The new building on York’s Keele campus is a part of a larger project that will link two significant provincial infrastructure investments – the other being the extension of the Spadina line to York – into a single project, as well as expanding and connecting to the existing York Lanes building.
"Today’s ceremony takes us a step closer to providing a first-class home for the Archives of Ontario within the heart of an expanding GTA," said York University President & Vice-Chancellor Lorna R. Marsden. "This new ‘green’ building is a perfect complement to York’s academic mission through the addition of much-needed research and academic space."
Right: Ontario Minister of Government Services Gerry Phillips looks on while Lorna R. Marsden, York president & vice-chancellor, talks about construction of the new Archives of Ontario building at the Keele campus
The new Archives of Ontario will be an integrated, multi-use three-storey podium building picking up on the scale of York’s inner core buildings. It will contain the archives and an expansion of existing retail space, as well as incorporate access to the new subway. A six-storey research tower, which will be set back on the podium, will be designated as academic and research space.
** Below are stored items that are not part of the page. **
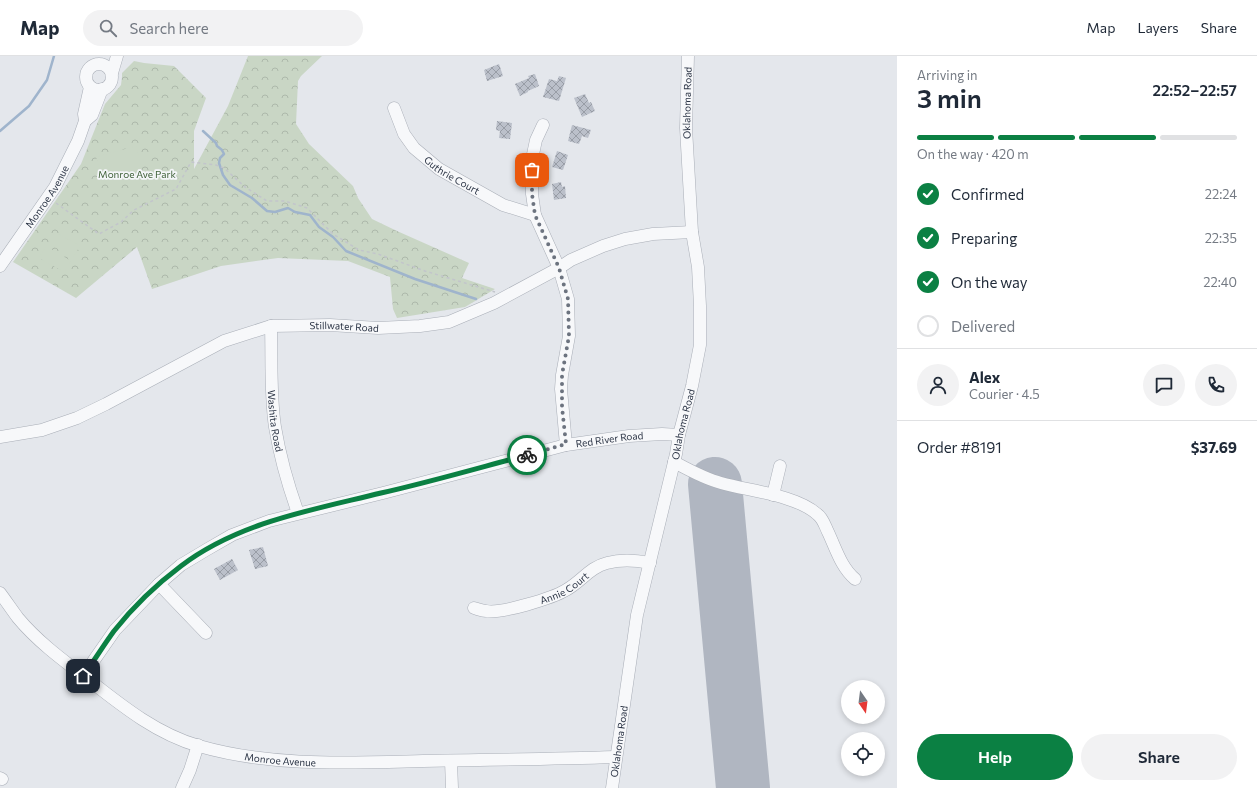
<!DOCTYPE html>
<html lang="en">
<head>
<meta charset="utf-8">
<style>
  body { margin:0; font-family:Commissioner,sans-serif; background:#f2f2f3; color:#1f2937; height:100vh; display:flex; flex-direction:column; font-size:15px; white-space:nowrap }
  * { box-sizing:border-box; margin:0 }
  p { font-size:13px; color:#747a83 }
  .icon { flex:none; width:22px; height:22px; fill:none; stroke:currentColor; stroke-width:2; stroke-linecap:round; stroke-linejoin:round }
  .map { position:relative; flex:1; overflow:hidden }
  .panel { display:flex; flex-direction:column; background:#fff; width:360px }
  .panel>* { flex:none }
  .needle { width:26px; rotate:166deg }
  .fabs { position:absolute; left:841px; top:624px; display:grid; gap:8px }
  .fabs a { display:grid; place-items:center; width:44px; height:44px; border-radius:50%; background:#fff; box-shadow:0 2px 6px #0003; font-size:20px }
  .pin { position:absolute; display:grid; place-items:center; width:34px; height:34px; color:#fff; margin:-17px; border-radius:8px; box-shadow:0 2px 6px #0006 }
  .courier { position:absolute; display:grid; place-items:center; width:40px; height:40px; margin:-20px; border:3px solid #0b8043; border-radius:50%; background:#fff; color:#222; box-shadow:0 1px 5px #0007 }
  .headline em { font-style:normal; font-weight:600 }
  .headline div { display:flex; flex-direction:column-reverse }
  .headline { display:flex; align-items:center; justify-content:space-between; height:68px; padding:0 20px }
  h1 { font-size:26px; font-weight:600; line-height:30px }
  .bar { display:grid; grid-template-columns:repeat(4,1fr); gap:6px 4px; align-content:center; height:48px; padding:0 20px }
  .bar i { height:5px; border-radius:3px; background:#e0e1e3 }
  .bar .selected { background:#0b8043 }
  .bar p { grid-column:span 4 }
  .line { display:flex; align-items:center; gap:10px; padding:0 20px; border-top:1px solid #e0e1e3 }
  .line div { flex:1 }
  .round { display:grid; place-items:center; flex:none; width:42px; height:42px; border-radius:21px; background:#f2f2f3 }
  ol { padding:0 20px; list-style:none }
  li { display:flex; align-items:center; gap:12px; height:44px }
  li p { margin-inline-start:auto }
  li .icon { padding:4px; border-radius:50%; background:#0b8043; color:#fff; stroke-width:4 }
  li:last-child { color:#747a83 }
  li i { width:22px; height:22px; border:2px solid #e0e1e3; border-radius:50% }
  .button { display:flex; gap:8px; margin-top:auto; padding:8px 20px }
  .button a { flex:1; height:46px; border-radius:24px; background:#0b8043; color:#fff; font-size:16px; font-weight:600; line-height:46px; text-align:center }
  .button a+a { background:#f2f2f3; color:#1f2937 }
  header { display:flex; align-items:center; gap:24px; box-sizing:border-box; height:56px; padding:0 20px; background:#fff; border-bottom:1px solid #e0e1e3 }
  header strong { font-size:19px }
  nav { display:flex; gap:22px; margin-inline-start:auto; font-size:14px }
  .search { width:280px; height:36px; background:#f2f2f3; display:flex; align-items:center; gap:10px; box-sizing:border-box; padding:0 14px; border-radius:22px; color:#747a83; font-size:15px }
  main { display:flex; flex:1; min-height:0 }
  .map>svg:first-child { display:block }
</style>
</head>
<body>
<header>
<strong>Map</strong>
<div class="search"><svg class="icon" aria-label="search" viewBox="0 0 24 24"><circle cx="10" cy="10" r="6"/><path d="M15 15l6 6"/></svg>Search here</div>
<nav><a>Map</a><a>Layers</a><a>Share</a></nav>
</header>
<main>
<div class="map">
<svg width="897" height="732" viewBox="0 0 897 732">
  <defs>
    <pattern id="forest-crowns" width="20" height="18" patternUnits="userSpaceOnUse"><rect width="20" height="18" fill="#c9d6c5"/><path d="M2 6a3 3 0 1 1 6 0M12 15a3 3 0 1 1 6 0" fill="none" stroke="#adb8ab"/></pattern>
    <pattern id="building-cross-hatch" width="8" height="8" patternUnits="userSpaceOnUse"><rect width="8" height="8" fill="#bbc0ca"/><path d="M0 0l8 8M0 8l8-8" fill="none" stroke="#989da6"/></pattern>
  </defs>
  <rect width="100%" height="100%" fill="#e4e7ec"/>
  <!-- forest -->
  <path fill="url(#forest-crowns)" d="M248,0H322L301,20L298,25L296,68L309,88L353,130L358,142L372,163L397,175L469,207L462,222L495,233L465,251L397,262L393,253L390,221L348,205L278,202L221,210L152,233L137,191L76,242L13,206L81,108L105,48L121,29L122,21V17L134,5L144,7L174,10L206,42L194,75V113L228,50Z"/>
  <!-- pitch -->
  <g fill="#c9d6c5">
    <path d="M136,90L142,113L103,123L96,101Z"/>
    <path d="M55,176L80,190L73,202L48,187Z"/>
    <path d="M46,190L71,205L64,216L39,202Z"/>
  </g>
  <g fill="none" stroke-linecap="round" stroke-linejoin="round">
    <!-- stream -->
    <g stroke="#9fb4cc" stroke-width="2.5">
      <path d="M0,75L29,50L47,24L54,0"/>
      <path d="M203,75L216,87L217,90L222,94L224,98L220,102L219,107L223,119L230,129L252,142L267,155L275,156L288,152L295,156L310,159L319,171L333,181L346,195L415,223L476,243"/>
    </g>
    <!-- runway -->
    <path stroke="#b0b6c1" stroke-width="54" d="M715,428L743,732"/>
  </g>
  <!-- building -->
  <g fill="url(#building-cross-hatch)">
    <path d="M499,8L503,20L487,25L484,14Z"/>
    <path d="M535,18L539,30L528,35V36L520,40L515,28L529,22L528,20Z"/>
    <path d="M559,20L566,22L559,45L543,41L549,23L557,25Z"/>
    <path d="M585,38L589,47L591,46L595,55L582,61L574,42Z"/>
    <path d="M497,65L512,67L510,83L499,82L500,75L496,74Z"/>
    <path d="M572,69L591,74L588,82L582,80L579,88L568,85Z"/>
    <path d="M557,95L568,99L563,114L552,111Z"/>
    <path d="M561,126L562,131L565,130L566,142L554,144L552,128Z"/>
    <path d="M263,491L268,510L255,513L249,494Z"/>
    <path d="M232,503L238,514L220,524L214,513Z"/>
  </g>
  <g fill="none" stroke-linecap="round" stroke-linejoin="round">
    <defs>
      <g id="minor">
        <circle cx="99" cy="21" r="13"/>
        <path d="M112,17L117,0"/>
        <path id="s1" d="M394,52L404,78L414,92L439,113L503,149L535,159"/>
        <path d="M85,65L84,58L90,31"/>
        <path d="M543,69L536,84L532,103V138L535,159L559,212L568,243L569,280L562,319L561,333L566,389"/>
        <path id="s2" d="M0,210L55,131L78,85L85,65L92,59L102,33"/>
        <path id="s3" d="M271,270C272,303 270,338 275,371C280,401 288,429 298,457"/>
        <path id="s4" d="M0,381L42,374L77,362L106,348L224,285L271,270L330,269L378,272L420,270L449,266L494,247L559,212L571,204L603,190L625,183L653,178L692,176"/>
        <path d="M674,406C689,414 705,423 721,427C749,435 796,439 817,458C823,462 825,470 828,476C836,493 841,511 855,523"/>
        <path d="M773,439L780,410"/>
        <path d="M159,528L206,577"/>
        <path id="s5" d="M0,537C6,545 12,554 18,562C38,586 64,605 89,624C122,650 157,678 199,690C272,711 348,707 423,705C488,704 552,703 616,701"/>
        <path id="s6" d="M474,552C478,553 482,555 486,555C501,558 553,542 566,534C581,526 590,511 607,507C622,503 635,504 650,507"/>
        <path id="s7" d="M83,620L115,574L159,528L181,509L206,494L232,479L269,465L383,437L566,389L629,380L662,378L679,379"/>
        <path d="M451,705L452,732"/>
        <path d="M0,722L2,723"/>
        <path d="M182,732L190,714L198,689"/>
        <path id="s8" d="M612,732L637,559L676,398L679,379L692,330L700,289V250L698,211L692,176L686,72L688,0"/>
      </g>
    </defs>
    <!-- minor casing -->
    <use href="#minor" stroke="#a9aeb7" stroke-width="13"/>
    <!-- path -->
    <path stroke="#c2c5cb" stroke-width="1.5" stroke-dasharray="3 3" stroke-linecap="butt" d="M56,147L99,178L121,166L134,154L176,133L191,106L216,109L224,112L245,131L267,145H285L307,152L333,178L359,194L378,198L425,215L495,236"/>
    <!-- minor -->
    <use href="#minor" stroke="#f7f8fa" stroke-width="12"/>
  </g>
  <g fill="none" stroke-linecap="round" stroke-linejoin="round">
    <!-- done -->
    <path stroke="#6c737f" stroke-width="4" stroke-dasharray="0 7.2" d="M527,399L566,388L562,351V319L569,280L568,243L559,212L535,159L532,138V114"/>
    <!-- route -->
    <path stroke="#0b8043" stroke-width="5" d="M83,620C94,605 103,590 114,575C133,551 157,528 181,510C239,466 312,454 381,437C430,426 478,412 527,399"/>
  </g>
  <g text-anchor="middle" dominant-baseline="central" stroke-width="3.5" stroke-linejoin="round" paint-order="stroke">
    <!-- street labels -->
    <g font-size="10" fill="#2b3445" stroke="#f4f6f9">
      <text stroke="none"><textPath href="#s8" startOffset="695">Oklahoma Road</textPath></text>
      <text stroke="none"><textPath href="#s1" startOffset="92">Guthrie Court</textPath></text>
      <text stroke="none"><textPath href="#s2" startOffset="84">Monroe Avenue</textPath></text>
      <text stroke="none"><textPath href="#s4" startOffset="368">Stillwater Road</textPath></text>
      <text stroke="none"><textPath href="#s3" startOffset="95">Washita Road</textPath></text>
      <text stroke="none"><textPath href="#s8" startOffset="371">Oklahoma Road</textPath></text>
      <text stroke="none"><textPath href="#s7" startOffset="598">Red River Road</textPath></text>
      <text stroke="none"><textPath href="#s6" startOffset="95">Annie Court</textPath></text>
      <text stroke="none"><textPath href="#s8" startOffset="47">Oklahoma Road</textPath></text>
      <text stroke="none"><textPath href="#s5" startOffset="337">Monroe Avenue</textPath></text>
    </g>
    <!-- park labels -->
    <g font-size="10" fill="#3f6138" stroke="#f4f6f9">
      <text x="137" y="118">Monroe Ave Park</text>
    </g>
  </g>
</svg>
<div class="fabs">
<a><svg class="needle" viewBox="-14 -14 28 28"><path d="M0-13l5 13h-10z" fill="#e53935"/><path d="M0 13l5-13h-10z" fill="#747a83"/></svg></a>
<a><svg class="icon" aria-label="locate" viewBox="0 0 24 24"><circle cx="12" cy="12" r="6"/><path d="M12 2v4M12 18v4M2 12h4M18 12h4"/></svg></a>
</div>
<div class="pin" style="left:532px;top:114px;background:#ea580c"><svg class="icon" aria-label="bag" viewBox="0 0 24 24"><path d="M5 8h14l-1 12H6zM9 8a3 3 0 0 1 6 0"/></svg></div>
<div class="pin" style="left:83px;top:620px;background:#1f2937"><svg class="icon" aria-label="home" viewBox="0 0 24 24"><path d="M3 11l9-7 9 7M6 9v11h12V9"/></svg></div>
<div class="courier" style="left:527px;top:399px"><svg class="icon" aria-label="bike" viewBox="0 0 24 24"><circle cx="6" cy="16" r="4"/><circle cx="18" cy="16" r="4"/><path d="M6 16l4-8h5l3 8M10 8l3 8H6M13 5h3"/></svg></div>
</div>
<section class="panel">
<div class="headline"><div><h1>3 min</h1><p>Arriving in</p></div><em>22:52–22:57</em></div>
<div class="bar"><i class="selected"></i><i class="selected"></i><i class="selected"></i><i></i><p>On the way · 420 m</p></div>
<ol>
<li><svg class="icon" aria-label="check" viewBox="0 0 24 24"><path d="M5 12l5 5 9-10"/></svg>Confirmed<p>22:24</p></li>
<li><svg class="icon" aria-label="check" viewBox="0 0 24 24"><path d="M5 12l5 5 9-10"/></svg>Preparing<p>22:35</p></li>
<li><svg class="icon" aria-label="check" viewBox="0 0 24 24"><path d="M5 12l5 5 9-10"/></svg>On the way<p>22:40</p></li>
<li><i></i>Delivered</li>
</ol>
<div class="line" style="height:72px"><a class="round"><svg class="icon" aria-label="person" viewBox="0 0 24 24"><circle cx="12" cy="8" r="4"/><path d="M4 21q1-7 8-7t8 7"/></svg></a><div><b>Alex</b><p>Courier · 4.5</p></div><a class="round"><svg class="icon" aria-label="chat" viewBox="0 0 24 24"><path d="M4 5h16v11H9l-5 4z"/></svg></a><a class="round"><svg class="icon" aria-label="phone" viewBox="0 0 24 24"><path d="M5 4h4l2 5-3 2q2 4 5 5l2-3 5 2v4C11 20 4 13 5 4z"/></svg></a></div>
<div class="line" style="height:52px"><div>Order #8191</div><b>$37.69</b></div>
<div class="button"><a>Help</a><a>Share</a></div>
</section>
</main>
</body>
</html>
Ontario Minister of Government Services Gerry Phillips was on hand to participate in the sod turning. "By partnering with a leading North American university, this new, world class facility is a major step forward to protect our province’s heritage," Phillips said. "With the expansion of the subway line, the new building will make the Archives even more accessible to the public."
|Above: The official start to construction is marked by a sod turning ceremony. Handling shovel duty are officials from York University, the Government of Ontario and the Archives of Ontario|
The new building, about 96,000 square feet in size and located in the heart of the Keele campus, will increase the current public reference area by 75 per cent. The new, self-contained facility will meet international archival standards and make it easier to showcase some of the Archives’ most valuable collections.
The archives themselves require secure and environmentally sensitive vaults to keep them in their optimum state. As such, the archives design will meet LEED Silver Certification (Leadership in Energy and Environmental Design Green Building Rating System) specifications, the nationally accepted benchmark for the design, construction, and operation of high performance "green" buildings.
|Above: Phillips addresses guests at the sod turning ceremony. A billboard depicting the new Archives of Ontario building stands adjacent to Phillips.|
"This entire project is unique and forward-thinking in both its design and sustainability," said Gary Brewer, York University’s vice-president of finance and administration. "Having secured an independent consortium through an independent procurement process ensures a no-risk financial option for York to build the Archives facility. At the same time, York is demonstrating an ahead-of-the-curve vision when it comes to future development of public transit and expanded academic possibilities for our University."
"This new facility will protect Ontario’s documentary history for generations to come," said Miriam McTiernan, archivist of Ontario.
The Archives of Ontario is the largest provincial archives in Canada, with a collection valued at more than $400 million. It is responsible for preserving the documentary history of the province and is an important source of research for the police, courts, historians and genealogists.
The estimated cost of the entire project will be $100 million. The new Archives of Ontario project is scheduled to be completed in March 2009, which coincides with York’s 50th anniversary.